## TASK DESCRIPTION
In the entries below, find each line with the word "roads" and return it.

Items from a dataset
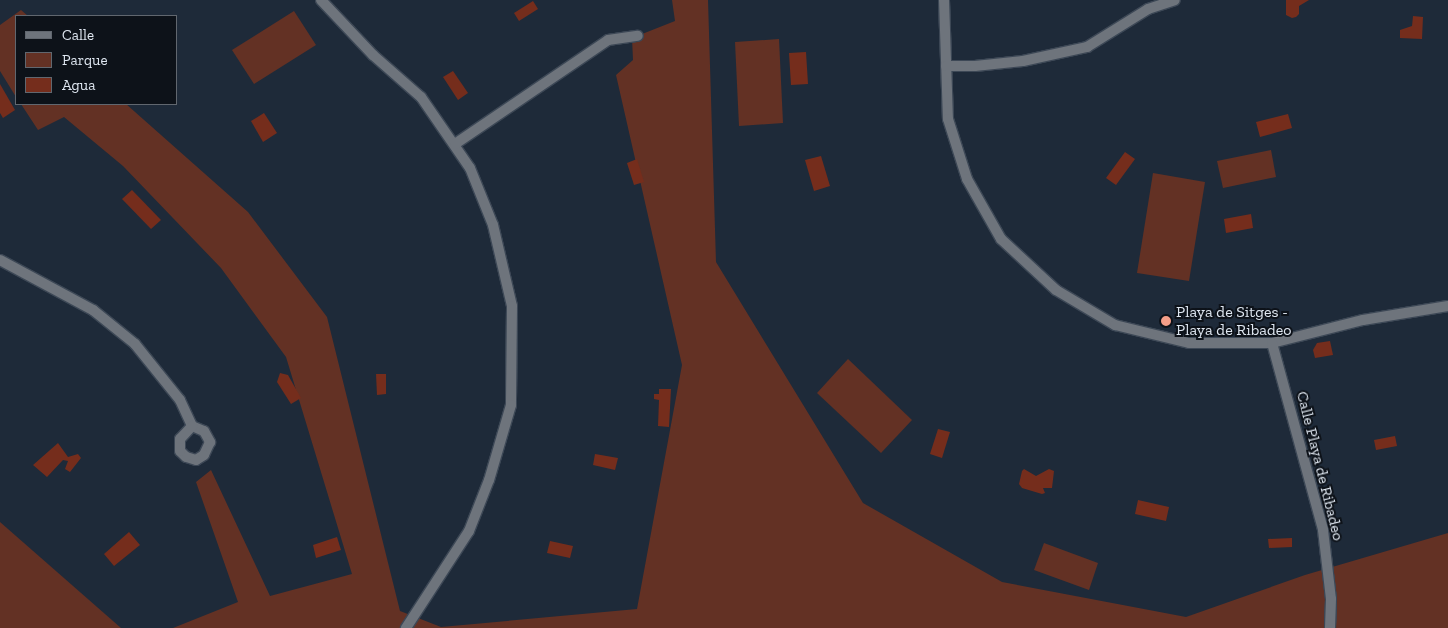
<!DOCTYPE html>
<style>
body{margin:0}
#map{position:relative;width:1448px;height:628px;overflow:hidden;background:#1e2a39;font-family:"Zilla Slab",serif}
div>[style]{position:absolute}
.green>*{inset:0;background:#633124}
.water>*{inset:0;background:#752d1c}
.roads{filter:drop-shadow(1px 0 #3d4856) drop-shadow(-1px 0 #3d4856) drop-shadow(0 1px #3d4856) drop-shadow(0 -1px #3d4856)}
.street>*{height:10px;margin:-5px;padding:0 5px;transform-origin:5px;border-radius:5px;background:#6e747c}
.dots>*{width:14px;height:14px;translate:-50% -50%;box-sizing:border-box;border:2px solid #0d1219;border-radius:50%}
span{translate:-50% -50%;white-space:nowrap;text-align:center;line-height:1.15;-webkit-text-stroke:4px #0d1219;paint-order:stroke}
.poi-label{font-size:16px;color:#dfe7f1}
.left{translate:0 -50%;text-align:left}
.street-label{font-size:16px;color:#dfe7f1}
.legend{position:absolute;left:15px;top:15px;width:162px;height:90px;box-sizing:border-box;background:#0d1219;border:1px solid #61676f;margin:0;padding:6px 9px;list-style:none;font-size:15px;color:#dfe7f1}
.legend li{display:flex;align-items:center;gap:10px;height:25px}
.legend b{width:25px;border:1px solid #61676f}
</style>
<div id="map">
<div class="green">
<i style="clip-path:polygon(672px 0,708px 0,716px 262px,863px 503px,1002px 582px,1186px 617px,1305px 575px,1448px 533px,1448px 628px,173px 628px,238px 602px,196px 482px,211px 470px,270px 596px,352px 574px,286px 357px,221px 268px,123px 166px,64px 117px,38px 130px,21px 104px,126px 104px,248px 212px,327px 317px,400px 611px,441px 627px,637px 609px,682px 365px,616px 75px,633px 60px,632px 38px,675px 21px)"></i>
<i style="clip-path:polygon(21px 10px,28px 16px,16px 16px,16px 97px,0 71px,0 25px)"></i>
<i style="clip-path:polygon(294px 11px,316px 45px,254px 84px,232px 50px)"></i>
<i style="clip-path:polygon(779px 39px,783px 123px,739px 126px,735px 42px)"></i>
<i style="clip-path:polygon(1271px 150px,1276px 177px,1223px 188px,1217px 161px)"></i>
<i style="clip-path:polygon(1153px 173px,1205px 182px,1189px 281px,1137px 273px)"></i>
<i style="clip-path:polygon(848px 359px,912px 420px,881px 453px,817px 393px)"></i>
<i style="clip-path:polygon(0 522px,121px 628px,0 628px)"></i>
<i style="clip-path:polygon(1044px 543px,1098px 563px,1089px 590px,1034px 570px)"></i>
</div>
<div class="water">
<i style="clip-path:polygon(1286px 0,1309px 0,1299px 6px,1299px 14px,1296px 17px,1292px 18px,1286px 15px)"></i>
<i style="clip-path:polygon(533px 1px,538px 9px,519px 21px,514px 13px)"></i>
<i style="clip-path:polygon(1413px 16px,1423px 17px,1422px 39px,1400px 38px,1400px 30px,1412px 26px)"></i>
<i style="clip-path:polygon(806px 52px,808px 84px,791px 85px,789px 53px)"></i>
<i style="clip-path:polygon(453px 71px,468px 93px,458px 100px,443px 77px)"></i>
<i style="clip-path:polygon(0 84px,15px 110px,3px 118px,0 113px)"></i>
<i style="clip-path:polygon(264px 113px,277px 133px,263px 142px,251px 121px)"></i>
<i style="clip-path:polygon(1288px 114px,1292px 128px,1260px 137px,1256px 122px)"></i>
<i style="clip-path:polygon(1125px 152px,1135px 159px,1116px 185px,1106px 178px)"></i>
<i style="clip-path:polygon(821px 156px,830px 186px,814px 191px,805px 160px)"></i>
<i style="clip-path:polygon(637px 159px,644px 182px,634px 185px,627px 163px)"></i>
<i style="clip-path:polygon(132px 190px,161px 220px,151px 229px,122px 199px)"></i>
<i style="clip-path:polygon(1251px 214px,1253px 228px,1226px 233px,1224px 219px)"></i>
<i style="clip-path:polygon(1330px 341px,1333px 355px,1315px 358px,1313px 350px,1317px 343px)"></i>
<i style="clip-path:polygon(280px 373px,288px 375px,301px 398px,291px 404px,277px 382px)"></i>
<i style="clip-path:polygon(376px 374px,386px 374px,386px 394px,377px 395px)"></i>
<i style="clip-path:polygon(659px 389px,671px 389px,669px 427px,658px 426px,659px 400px,654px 399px,654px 394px,659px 394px)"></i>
<i style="clip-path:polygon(938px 429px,950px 432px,942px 458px,930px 454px)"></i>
<i style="clip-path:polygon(1395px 436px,1397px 446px,1376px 450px,1374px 440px)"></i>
<i style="clip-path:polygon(58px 443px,68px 457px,78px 454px,81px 458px,70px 472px,65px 469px,68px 461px,63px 460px,47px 477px,33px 465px)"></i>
<i style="clip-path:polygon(595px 454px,618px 458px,615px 470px,593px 465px)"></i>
<i style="clip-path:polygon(1024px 469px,1036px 476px,1049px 469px,1054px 471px,1052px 488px,1043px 488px,1045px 493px,1042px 494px,1022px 488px,1019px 484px,1022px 471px)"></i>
<i style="clip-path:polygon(1138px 500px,1169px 507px,1166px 521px,1135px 514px)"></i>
<i style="clip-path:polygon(129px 532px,140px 545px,114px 566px,104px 554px)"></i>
<i style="clip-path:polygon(337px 537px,341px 550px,316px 558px,313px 545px)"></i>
<i style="clip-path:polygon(1292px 538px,1292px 547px,1269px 548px,1268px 539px)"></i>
<i style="clip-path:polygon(550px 541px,573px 546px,570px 558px,547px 553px)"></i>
</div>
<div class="roads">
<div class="street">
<i style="left:321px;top:0;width:76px;rotate:46.6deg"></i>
<i style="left:373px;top:55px;width:64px;rotate:41.2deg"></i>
<i style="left:421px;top:97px;width:86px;rotate:55.4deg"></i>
<i style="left:470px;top:168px;width:61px;rotate:68deg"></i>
<i style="left:493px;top:225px;width:83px;rotate:76.8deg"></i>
<i style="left:512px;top:306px;width:99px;rotate:90.6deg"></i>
<i style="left:511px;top:405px;width:78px;rotate:106.3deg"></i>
<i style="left:489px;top:480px;width:55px;rotate:111.4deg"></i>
<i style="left:469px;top:531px;width:116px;rotate:123deg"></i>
<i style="left:944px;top:0;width:119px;rotate:88.1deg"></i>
<i style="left:948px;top:119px;width:63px;rotate:72.4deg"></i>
<i style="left:967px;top:179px;width:69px;rotate:60.5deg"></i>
<i style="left:1001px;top:239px;width:75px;rotate:42.8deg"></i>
<i style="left:1056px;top:290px;width:69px;rotate:30.7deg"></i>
<i style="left:1115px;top:325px;width:76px;rotate:13.7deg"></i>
<i style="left:1189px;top:343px;width:83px"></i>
<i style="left:1272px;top:343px;width:94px;rotate:-14.2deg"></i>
<i style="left:1363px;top:320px;width:86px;rotate:-9.4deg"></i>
<i style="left:946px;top:66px;width:29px"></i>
<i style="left:975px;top:66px;width:48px;rotate:-5.9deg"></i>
<i style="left:1023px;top:61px;width:66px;rotate:-12.3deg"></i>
<i style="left:1087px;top:47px;width:72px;rotate:-31.9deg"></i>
<i style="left:1148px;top:9px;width:28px;rotate:-18deg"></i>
<i style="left:455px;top:144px;width:185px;rotate:-34.2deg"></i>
<i style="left:608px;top:40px;width:30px;rotate:-8deg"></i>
<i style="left:0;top:260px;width:106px;rotate:28.3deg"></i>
<i style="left:93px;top:310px;width:54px;rotate:39deg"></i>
<i style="left:135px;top:344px;width:72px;rotate:51.2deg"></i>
<i style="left:180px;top:400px;width:29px;rotate:65deg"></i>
<i style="left:1272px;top:343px;width:194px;rotate:74.7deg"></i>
<i style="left:1323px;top:530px;width:69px;rotate:83.4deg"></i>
<i style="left:1331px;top:599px;width:29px;rotate:92deg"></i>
<i style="left:192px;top:426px;width:13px;rotate:23deg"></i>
<i style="left:204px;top:431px;width:13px;rotate:61deg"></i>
<i style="left:210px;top:442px;width:14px;rotate:115deg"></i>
<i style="left:204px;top:455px;width:9px;rotate:148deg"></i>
<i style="left:196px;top:460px;width:10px;rotate:-163deg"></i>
<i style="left:186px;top:457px;width:8px;rotate:-135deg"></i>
<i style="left:180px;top:451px;width:12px;rotate:-90deg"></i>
<i style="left:180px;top:439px;width:18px;rotate:-47deg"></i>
</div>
</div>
<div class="dots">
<i style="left:1166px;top:321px;background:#f49e88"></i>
</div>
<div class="poi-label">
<span class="left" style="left:1176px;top:321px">Playa de Sitges -<br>Playa de Ribadeo</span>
</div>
<div class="street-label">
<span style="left:1320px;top:466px;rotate:76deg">Calle Playa de Ribadeo</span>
</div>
<ul class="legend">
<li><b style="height:6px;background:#6e747c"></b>Calle</li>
<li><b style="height:14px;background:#633124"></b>Parque</li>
<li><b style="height:14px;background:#752d1c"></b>Agua</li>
</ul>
</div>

## RESULT FOR THIS EXERCISE
.roads{filter:drop-shadow(1px 0 #3d4856) drop-shadow(-1px 0 #3d4856) drop-shadow(0 1px #3d4856) drop-shadow(0 -1px #3d4856)}
<div class="roads">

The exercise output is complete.